● WHAT TO WORK ON: Please state how many lines in the records contain the string "shadow", with no words besides the number.

─── INPUT FOR THIS TASK ───

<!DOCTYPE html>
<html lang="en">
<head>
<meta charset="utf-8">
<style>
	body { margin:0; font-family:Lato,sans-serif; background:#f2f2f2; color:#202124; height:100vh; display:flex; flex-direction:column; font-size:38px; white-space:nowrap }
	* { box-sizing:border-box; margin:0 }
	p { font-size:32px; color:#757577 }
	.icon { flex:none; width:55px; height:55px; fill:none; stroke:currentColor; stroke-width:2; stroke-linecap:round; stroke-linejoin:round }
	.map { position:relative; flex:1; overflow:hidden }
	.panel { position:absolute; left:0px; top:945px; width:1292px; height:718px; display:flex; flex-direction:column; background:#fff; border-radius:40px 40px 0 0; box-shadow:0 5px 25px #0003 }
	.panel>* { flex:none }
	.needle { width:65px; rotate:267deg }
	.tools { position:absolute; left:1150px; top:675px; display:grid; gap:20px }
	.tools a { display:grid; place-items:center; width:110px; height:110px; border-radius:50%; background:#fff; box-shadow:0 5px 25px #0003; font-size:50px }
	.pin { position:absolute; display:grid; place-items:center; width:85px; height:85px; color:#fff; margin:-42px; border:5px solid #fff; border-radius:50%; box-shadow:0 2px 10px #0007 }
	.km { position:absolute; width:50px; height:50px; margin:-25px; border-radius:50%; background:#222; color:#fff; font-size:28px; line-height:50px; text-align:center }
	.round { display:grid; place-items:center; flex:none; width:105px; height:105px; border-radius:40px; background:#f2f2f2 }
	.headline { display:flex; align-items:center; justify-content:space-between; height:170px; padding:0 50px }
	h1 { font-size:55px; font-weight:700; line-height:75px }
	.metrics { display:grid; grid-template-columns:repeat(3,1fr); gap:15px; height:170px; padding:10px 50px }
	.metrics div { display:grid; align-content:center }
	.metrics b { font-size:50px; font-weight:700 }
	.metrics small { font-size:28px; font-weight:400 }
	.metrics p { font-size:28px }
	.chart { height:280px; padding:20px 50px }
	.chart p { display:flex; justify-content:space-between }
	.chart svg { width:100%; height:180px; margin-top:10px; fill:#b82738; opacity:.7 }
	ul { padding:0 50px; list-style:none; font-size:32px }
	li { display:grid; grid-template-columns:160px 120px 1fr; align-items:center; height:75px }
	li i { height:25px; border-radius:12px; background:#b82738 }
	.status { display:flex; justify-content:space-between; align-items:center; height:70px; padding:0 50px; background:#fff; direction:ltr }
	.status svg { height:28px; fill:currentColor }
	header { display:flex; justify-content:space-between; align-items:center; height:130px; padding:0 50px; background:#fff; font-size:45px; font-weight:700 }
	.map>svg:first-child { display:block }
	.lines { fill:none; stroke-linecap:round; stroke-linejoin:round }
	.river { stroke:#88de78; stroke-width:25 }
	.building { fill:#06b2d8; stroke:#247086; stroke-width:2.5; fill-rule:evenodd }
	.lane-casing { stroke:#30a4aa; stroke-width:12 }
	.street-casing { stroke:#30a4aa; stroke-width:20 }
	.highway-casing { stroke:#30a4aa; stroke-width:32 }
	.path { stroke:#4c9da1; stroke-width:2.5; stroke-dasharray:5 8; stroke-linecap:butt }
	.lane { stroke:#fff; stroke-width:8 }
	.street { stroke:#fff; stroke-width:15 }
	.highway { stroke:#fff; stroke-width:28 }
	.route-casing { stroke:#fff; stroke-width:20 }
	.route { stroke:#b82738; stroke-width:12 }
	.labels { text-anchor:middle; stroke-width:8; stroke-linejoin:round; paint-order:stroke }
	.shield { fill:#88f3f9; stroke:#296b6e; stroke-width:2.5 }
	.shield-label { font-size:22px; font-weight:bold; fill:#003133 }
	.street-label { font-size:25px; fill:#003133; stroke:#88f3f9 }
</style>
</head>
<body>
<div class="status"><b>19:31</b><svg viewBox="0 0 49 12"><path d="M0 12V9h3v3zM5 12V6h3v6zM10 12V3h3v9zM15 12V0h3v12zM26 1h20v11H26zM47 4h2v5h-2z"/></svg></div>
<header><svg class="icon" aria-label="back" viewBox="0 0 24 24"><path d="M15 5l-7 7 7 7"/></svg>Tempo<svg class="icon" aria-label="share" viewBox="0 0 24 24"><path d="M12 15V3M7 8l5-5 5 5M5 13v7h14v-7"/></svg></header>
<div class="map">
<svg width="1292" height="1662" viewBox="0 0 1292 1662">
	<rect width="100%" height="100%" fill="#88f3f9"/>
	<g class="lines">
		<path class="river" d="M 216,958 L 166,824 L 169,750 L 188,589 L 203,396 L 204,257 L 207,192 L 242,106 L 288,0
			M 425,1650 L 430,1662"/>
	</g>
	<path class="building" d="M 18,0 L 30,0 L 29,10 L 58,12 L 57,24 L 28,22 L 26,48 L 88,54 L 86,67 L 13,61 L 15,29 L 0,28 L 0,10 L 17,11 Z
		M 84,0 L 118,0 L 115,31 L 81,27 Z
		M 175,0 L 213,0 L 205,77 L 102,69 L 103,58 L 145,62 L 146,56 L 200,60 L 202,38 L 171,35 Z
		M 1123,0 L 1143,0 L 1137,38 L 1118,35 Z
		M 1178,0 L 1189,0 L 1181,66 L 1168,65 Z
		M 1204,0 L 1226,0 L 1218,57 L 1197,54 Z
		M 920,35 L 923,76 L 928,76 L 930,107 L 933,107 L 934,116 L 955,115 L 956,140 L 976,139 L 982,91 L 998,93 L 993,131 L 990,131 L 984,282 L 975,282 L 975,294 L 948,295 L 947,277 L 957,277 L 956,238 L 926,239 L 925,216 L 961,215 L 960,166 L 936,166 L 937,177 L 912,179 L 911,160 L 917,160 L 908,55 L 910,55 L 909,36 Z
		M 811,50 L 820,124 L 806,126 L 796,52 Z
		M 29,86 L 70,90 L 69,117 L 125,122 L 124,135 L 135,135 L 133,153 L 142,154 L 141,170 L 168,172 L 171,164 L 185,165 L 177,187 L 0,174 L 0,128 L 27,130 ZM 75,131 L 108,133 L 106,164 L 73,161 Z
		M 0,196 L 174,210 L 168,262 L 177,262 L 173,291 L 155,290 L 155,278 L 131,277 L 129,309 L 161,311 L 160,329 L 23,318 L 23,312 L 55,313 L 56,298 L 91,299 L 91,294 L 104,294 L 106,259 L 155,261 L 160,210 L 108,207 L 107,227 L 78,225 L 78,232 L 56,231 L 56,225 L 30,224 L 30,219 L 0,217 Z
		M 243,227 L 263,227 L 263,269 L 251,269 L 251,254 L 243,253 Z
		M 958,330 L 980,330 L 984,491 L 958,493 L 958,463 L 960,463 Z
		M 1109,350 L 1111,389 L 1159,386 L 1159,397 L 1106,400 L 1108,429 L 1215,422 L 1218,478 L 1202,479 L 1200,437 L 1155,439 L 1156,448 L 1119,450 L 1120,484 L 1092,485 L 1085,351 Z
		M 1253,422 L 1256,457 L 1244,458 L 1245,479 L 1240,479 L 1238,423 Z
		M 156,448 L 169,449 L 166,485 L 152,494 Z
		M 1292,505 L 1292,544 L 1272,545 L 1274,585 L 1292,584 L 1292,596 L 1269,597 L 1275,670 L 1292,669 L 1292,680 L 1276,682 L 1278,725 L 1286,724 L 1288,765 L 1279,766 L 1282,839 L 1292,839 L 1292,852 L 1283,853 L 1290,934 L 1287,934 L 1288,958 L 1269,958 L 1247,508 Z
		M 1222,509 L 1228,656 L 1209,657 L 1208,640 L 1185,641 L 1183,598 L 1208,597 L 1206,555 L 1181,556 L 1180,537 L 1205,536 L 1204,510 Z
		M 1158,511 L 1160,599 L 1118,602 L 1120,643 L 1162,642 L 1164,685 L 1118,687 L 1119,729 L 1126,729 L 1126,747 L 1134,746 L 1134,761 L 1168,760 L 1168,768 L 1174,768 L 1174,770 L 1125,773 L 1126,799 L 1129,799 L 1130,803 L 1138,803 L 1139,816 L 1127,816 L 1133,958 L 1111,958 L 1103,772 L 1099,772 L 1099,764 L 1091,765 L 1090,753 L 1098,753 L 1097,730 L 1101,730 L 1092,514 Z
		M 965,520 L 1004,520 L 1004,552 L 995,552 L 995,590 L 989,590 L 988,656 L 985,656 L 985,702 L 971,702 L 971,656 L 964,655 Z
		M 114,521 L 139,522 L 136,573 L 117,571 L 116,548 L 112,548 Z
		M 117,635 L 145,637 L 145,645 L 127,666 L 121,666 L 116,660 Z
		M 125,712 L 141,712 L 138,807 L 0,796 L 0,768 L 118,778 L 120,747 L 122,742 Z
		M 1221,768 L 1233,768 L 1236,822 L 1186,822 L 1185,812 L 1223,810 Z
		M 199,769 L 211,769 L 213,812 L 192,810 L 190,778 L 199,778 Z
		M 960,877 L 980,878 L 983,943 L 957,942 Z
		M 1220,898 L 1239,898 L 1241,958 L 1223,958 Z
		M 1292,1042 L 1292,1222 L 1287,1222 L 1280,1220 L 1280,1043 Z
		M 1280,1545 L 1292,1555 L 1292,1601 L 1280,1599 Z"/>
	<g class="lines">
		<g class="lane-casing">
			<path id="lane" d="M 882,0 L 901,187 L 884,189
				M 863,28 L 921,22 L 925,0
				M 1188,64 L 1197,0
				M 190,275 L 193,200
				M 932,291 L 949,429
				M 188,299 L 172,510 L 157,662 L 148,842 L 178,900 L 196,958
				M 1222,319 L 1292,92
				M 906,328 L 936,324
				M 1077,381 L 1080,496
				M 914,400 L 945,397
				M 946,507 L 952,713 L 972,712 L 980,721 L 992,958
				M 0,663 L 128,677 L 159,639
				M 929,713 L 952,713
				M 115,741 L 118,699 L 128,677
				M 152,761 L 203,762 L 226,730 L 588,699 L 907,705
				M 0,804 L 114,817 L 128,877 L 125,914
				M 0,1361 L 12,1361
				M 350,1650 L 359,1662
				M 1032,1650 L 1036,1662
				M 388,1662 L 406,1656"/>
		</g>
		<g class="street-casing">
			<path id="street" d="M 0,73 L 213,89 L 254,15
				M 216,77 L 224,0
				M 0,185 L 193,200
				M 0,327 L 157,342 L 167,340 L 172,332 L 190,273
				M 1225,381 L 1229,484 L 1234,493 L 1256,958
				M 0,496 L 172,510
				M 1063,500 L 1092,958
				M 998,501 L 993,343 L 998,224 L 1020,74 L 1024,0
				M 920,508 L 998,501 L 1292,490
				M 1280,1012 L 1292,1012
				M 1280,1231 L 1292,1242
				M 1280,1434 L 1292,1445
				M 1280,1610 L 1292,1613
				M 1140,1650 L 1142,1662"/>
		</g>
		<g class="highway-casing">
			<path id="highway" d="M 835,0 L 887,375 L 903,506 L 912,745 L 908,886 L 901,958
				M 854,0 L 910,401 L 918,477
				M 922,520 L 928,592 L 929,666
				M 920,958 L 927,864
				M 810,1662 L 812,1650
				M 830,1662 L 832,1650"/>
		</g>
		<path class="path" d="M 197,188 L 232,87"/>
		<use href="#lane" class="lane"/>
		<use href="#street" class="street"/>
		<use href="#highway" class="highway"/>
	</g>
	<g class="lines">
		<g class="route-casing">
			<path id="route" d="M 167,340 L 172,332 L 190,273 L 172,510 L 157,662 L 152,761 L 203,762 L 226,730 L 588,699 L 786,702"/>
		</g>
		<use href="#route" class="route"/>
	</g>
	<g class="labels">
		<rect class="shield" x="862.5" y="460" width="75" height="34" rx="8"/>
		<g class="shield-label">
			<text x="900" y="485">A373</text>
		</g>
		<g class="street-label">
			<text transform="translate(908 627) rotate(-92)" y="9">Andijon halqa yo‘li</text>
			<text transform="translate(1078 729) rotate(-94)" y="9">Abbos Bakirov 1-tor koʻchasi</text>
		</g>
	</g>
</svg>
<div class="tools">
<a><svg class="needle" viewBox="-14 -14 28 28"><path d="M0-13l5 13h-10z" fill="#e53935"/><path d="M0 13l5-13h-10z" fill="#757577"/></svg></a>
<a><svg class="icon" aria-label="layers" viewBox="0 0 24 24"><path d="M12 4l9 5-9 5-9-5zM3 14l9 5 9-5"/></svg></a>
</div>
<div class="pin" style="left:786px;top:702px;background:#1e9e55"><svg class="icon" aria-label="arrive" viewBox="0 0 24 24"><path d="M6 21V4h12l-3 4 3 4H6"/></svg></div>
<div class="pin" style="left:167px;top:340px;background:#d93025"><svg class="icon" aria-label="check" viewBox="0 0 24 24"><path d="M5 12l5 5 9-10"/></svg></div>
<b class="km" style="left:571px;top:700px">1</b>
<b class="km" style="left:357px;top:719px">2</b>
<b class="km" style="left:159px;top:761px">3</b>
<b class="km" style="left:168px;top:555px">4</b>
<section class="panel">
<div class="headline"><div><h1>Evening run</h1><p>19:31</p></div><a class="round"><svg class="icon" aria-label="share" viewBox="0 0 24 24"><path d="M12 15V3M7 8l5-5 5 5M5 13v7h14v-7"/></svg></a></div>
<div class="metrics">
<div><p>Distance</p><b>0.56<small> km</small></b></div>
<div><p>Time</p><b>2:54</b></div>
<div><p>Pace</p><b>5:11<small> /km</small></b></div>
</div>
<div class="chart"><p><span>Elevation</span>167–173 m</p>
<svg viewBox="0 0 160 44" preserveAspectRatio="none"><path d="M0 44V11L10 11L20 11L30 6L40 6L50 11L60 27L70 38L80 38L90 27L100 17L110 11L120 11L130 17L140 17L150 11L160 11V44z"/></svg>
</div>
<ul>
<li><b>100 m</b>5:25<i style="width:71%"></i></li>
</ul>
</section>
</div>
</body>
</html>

───

● WRITTEN ANSWER: 3